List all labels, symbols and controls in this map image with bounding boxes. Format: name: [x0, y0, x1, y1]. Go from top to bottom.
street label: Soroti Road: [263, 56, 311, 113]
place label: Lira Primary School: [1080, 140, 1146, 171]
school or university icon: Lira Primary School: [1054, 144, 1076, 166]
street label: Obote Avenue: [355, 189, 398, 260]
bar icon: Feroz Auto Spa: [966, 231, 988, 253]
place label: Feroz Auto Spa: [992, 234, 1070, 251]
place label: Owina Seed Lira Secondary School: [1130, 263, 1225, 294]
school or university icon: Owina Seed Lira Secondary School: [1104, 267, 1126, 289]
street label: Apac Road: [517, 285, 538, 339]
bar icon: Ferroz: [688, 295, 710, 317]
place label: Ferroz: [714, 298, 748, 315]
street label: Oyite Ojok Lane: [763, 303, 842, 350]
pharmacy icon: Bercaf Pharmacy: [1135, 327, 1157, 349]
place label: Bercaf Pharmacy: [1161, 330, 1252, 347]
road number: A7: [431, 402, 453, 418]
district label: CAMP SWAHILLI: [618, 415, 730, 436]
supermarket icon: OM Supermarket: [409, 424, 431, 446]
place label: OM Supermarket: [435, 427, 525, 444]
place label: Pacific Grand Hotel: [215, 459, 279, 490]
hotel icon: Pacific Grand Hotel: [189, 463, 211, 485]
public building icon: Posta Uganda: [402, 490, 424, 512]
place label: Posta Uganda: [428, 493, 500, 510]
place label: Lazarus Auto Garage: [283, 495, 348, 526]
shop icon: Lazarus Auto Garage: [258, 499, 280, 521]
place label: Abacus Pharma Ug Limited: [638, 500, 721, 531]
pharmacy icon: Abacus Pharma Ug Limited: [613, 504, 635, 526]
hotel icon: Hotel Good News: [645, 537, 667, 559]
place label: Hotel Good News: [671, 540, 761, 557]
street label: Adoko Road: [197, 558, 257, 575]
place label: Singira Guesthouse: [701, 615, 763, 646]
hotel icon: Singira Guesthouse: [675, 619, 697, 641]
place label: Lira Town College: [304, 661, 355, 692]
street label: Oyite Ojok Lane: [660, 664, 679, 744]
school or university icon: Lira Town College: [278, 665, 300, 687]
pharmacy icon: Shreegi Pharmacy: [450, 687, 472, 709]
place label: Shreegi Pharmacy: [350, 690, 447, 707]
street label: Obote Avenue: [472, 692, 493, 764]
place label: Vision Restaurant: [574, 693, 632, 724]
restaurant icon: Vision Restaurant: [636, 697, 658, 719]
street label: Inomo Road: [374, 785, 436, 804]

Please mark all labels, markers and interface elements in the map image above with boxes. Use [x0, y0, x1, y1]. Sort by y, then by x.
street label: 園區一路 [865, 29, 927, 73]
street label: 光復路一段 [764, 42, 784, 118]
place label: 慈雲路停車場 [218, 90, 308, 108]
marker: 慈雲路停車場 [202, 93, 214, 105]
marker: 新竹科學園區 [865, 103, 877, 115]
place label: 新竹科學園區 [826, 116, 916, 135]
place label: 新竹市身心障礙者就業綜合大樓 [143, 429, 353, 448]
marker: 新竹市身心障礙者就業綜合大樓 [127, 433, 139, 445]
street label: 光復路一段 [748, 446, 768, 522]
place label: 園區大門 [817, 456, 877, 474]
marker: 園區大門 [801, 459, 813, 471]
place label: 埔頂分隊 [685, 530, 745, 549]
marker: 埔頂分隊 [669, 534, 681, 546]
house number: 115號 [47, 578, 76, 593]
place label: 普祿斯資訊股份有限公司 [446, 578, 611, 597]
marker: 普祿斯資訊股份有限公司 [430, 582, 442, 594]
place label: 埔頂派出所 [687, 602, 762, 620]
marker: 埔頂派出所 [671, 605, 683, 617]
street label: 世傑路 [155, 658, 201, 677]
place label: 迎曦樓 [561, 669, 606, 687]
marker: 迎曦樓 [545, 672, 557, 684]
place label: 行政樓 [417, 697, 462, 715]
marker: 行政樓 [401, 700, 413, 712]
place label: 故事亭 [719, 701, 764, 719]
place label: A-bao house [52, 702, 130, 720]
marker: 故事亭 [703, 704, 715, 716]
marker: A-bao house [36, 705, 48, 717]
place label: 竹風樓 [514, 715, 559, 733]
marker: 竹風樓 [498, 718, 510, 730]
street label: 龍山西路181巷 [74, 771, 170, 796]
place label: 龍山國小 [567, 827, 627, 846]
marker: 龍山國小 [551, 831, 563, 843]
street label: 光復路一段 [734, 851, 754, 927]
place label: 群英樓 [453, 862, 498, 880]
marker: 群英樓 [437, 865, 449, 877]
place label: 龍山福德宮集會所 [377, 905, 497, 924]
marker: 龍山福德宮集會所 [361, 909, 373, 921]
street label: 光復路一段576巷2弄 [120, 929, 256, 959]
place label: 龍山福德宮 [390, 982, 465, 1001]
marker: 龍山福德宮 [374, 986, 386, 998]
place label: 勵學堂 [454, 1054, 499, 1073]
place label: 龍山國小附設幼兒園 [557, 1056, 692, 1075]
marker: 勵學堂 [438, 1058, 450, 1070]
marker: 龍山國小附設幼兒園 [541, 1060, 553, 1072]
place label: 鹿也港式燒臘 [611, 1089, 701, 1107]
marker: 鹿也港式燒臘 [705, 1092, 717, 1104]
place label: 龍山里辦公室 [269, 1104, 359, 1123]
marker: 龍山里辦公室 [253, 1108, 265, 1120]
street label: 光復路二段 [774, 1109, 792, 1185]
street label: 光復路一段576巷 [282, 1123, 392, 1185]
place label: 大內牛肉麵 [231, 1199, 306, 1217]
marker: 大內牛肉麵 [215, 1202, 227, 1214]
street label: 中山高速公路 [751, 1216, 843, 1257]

**What is expected**:
Run a filter over the data above and keep each line that contains the word "Ojok".

**Your response**:
street label: Oyite Ojok Lane: [763, 303, 842, 350]
street label: Oyite Ojok Lane: [660, 664, 679, 744]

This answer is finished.